Here it is in all its badness. (The middle panel is supposed to be our protagonist washing dishes at a sink, but it doesn’t quite read that way!)

In the process, I did create this wonderful little guy, though, who I like very much:

By the time we got around to working on our final projects, I was feeling pretty insecure. What did I want to do? What was I actually capable of producing?
For the thumbnail stage, I created a pantoum comic…a series of images repeated using a specific pattern, based on a poetry form called a pantoum. This piece actually generated a lot of discussion as the class attempted to suss out a narrative from the wordless piece. It was fascinating and fun to listen to the group create a story about a dog, its master, etc. etc.

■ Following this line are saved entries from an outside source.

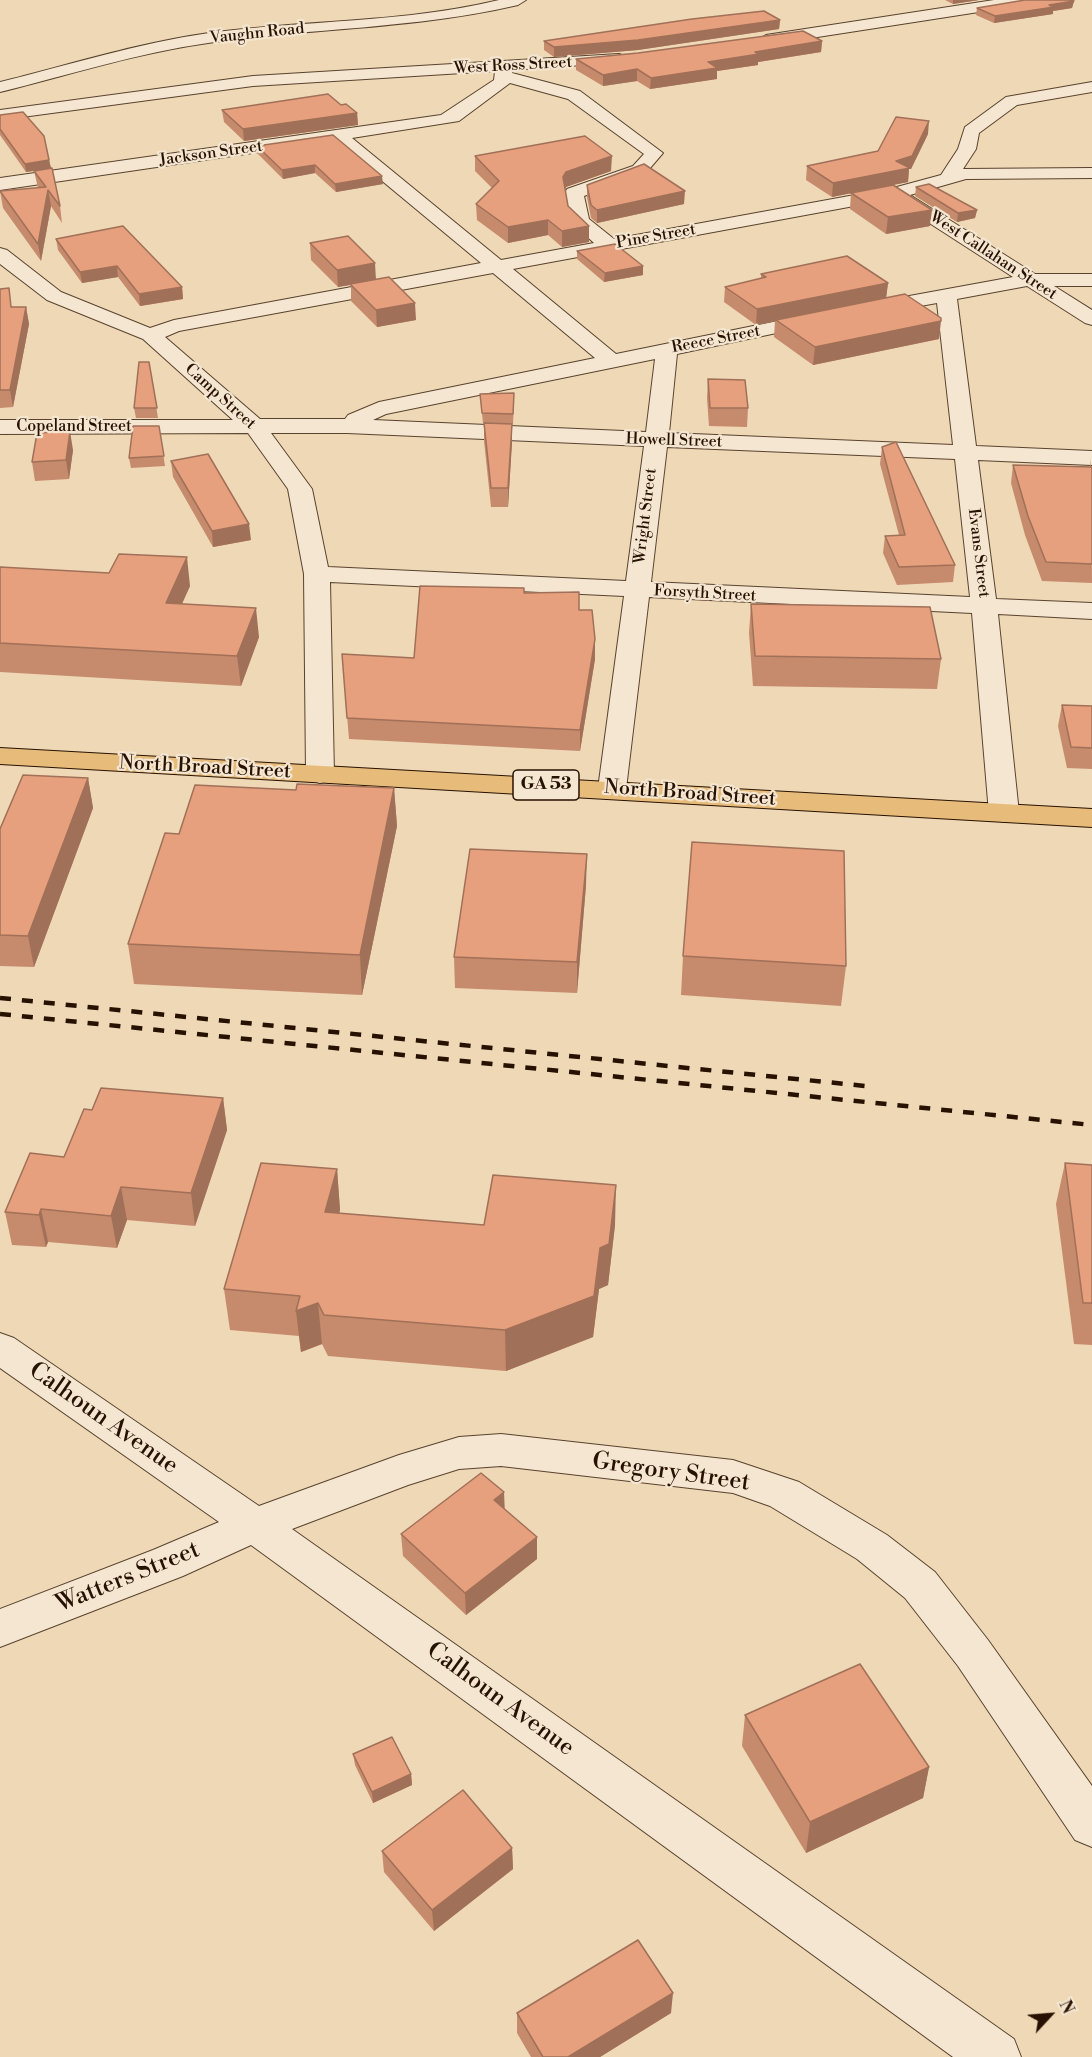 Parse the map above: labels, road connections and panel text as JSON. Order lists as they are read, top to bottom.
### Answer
{
  "streets": {
    "main road": ["North Broad Street", "GA 53"],
    "street": [
      "Vaughn Road",
      "West Ross Street",
      "Jackson Street",
      "Pine Street",
      "West Callahan Street",
      "Reece Street",
      "Camp Street",
      "Copeland Street",
      "Howell Street",
      "Wright Street",
      "Evans Street",
      "Forsyth Street",
      "Calhoun Avenue",
      "Gregory Street",
      "Watters Street"
    ]
  },
  "crossings": [
    ["West Ross Street", "Jackson Street"],
    ["Pine Street", "West Callahan Street"],
    ["Pine Street", "Camp Street"],
    ["West Callahan Street", "Reece Street"],
    ["Reece Street", "Howell Street"],
    ["Reece Street", "Wright Street"],
    ["Reece Street", "Evans Street"],
    ["Camp Street", "Copeland Street"],
    ["Camp Street", "Howell Street"],
    ["Camp Street", "Forsyth Street"],
    ["Camp Street", "North Broad Street"],
    ["Copeland Street", "Howell Street"],
    ["Howell Street", "Wright Street"],
    ["Howell Street", "Evans Street"],
    ["Wright Street", "Forsyth Street"],
    ["Wright Street", "North Broad Street"],
    ["Evans Street", "Forsyth Street"],
    ["Evans Street", "North Broad Street"],
    ["Calhoun Avenue", "Gregory Street"],
    ["Calhoun Avenue", "Watters Street"],
    ["Gregory Street", "Watters Street"]
  ],
  "north": "top right"
}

Later on, I colored it with pencils:

My initial thought for the final project was to create a series of one-page pantoums, but in the end I decided to move forward with a different plan: to write a new poem then illustrate it. I actually loved most of the process. I love writing poems, even if they suck, and wrote in my head every morning as I walked around Sellwood. I loved working the language. I loved, too, abstracting the images, even as I struggled to do so. But when the time came to present my work for critique, I was petrified.
Lucky for me, only half of my classmates were there that night. I almost held back my work-in-progress, but I decided to go ahead and present. People didn’t seem to get or enjoy the piece. I don’t think they liked the poem. Jesse wasn’t keen on the pages with only abstract images. To his credit, he did try really hard to get people talking. Still, It was a tense and unpleasant experience.
When I got home that night, I felt pretty lousy. But a couple of days later, as I kvetched to myself and my pal, Claire, and fretted about what to do for my final project, I came up with the idea to combine imagery from the poem’s four pages into a one-page abstract painting/comic sans poem. I traced some boxes, added imagery, did a bit of an ink wash and sponge painted the background. I fell in love with the resulting piece, which I turned in as part of my final project.

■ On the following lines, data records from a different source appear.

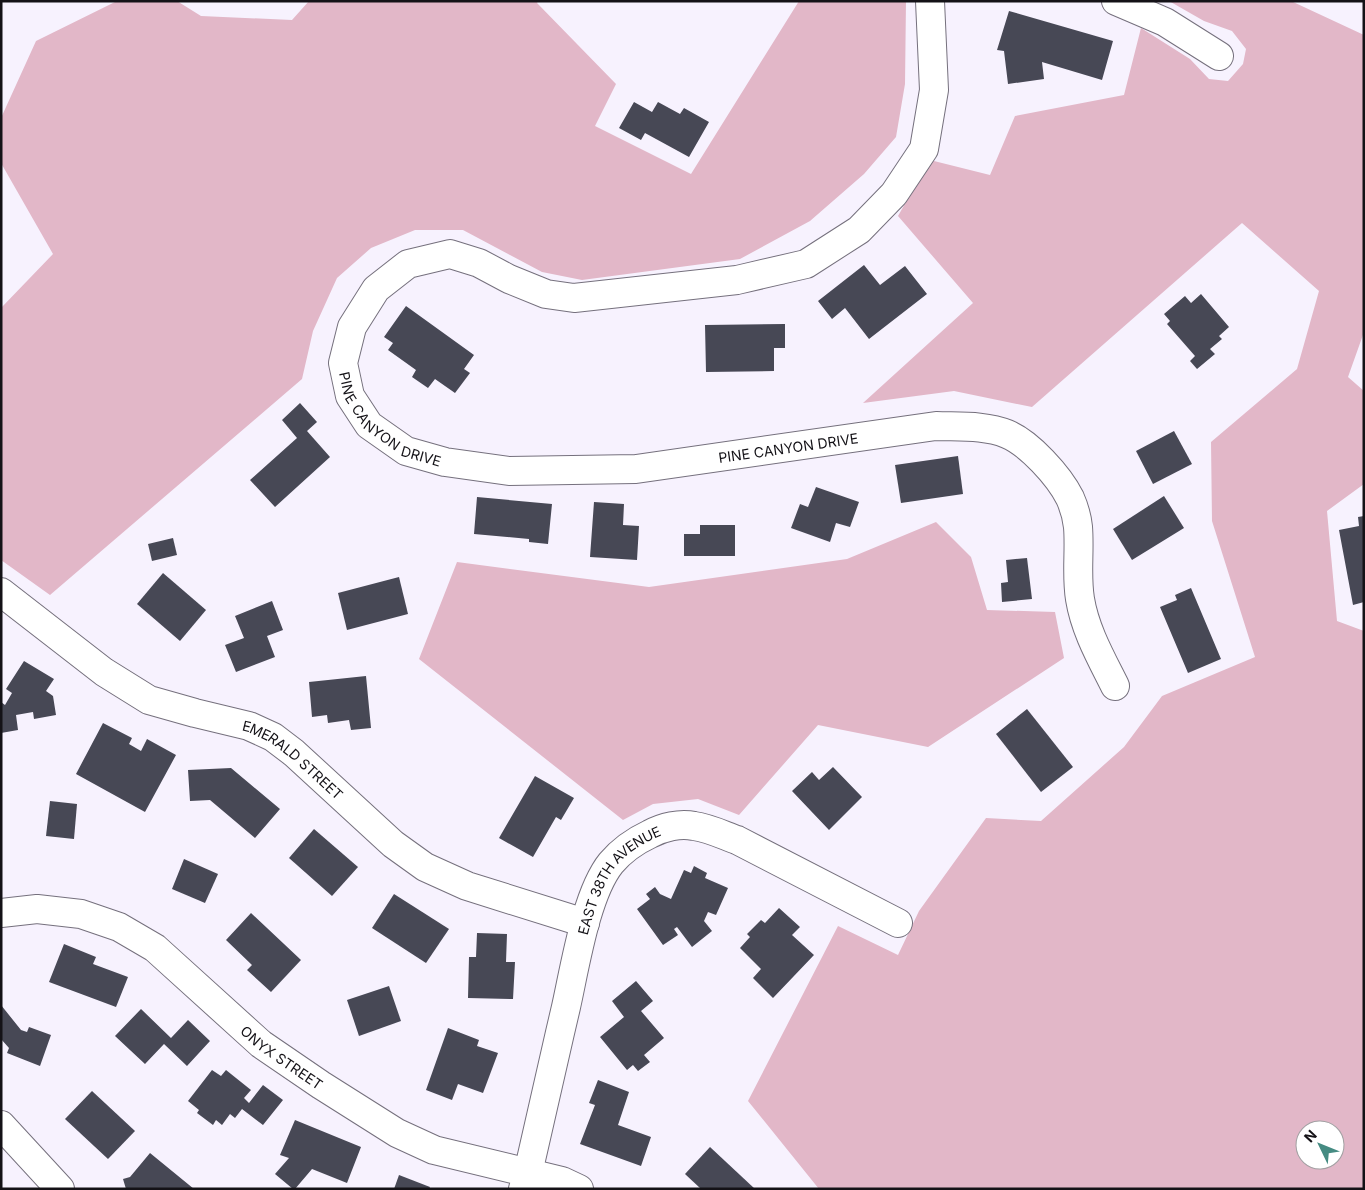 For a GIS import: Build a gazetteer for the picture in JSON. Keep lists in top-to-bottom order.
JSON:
{
  "streets": {
    "street": [
      "PINE CANYON DRIVE",
      "EMERALD STREET",
      "EAST 38TH AVENUE",
      "ONYX STREET"
    ]
  },
  "crossings": [
    ["EMERALD STREET", "EAST 38TH AVENUE"],
    ["EAST 38TH AVENUE", "ONYX STREET"]
  ],
  "north": "top left"
}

During the five-week semester break, I filled up a brand new sketchbook, which was extremely satisfying!
Here’s Dan, then 10-second Dan:

Here’s a little coloring:

This semester, our two instructors—Lisa Mangum and Dunja Jancovic—are really into abstract comics, which has spurred me on. We’ve completed a bunch of exercises (which I’ll share next time), and my current focus is on completely non-narrative comics. I’m enjoying the work and am producing a lot. I suspect it’s still not my classmates’ thing, and an overall sense of community is still missing for me here in Portland. But Lisa and Dunja insist that if I keep following my path and stay true to my vision, I will find an audience and my tribe of fellow creatives.
I do miss my artist and writer friends in various spots around the world and wish I could bring them all here for a week’s retreat and play. In the meantime, I will keep on keeping on.
We’re midway through the term and switching to a new instructor, John Isaacson. We’ll focus on narrative structure, plot, character, and more. To begin, we’ll adapt a story or poem into comics form, which I’m really looking forward to! I’ll continue my abstract work, too, since that will make up the bulk of my final project (which will likely be a 12-page comic, although I’m considering other forms as well…more on that another day!).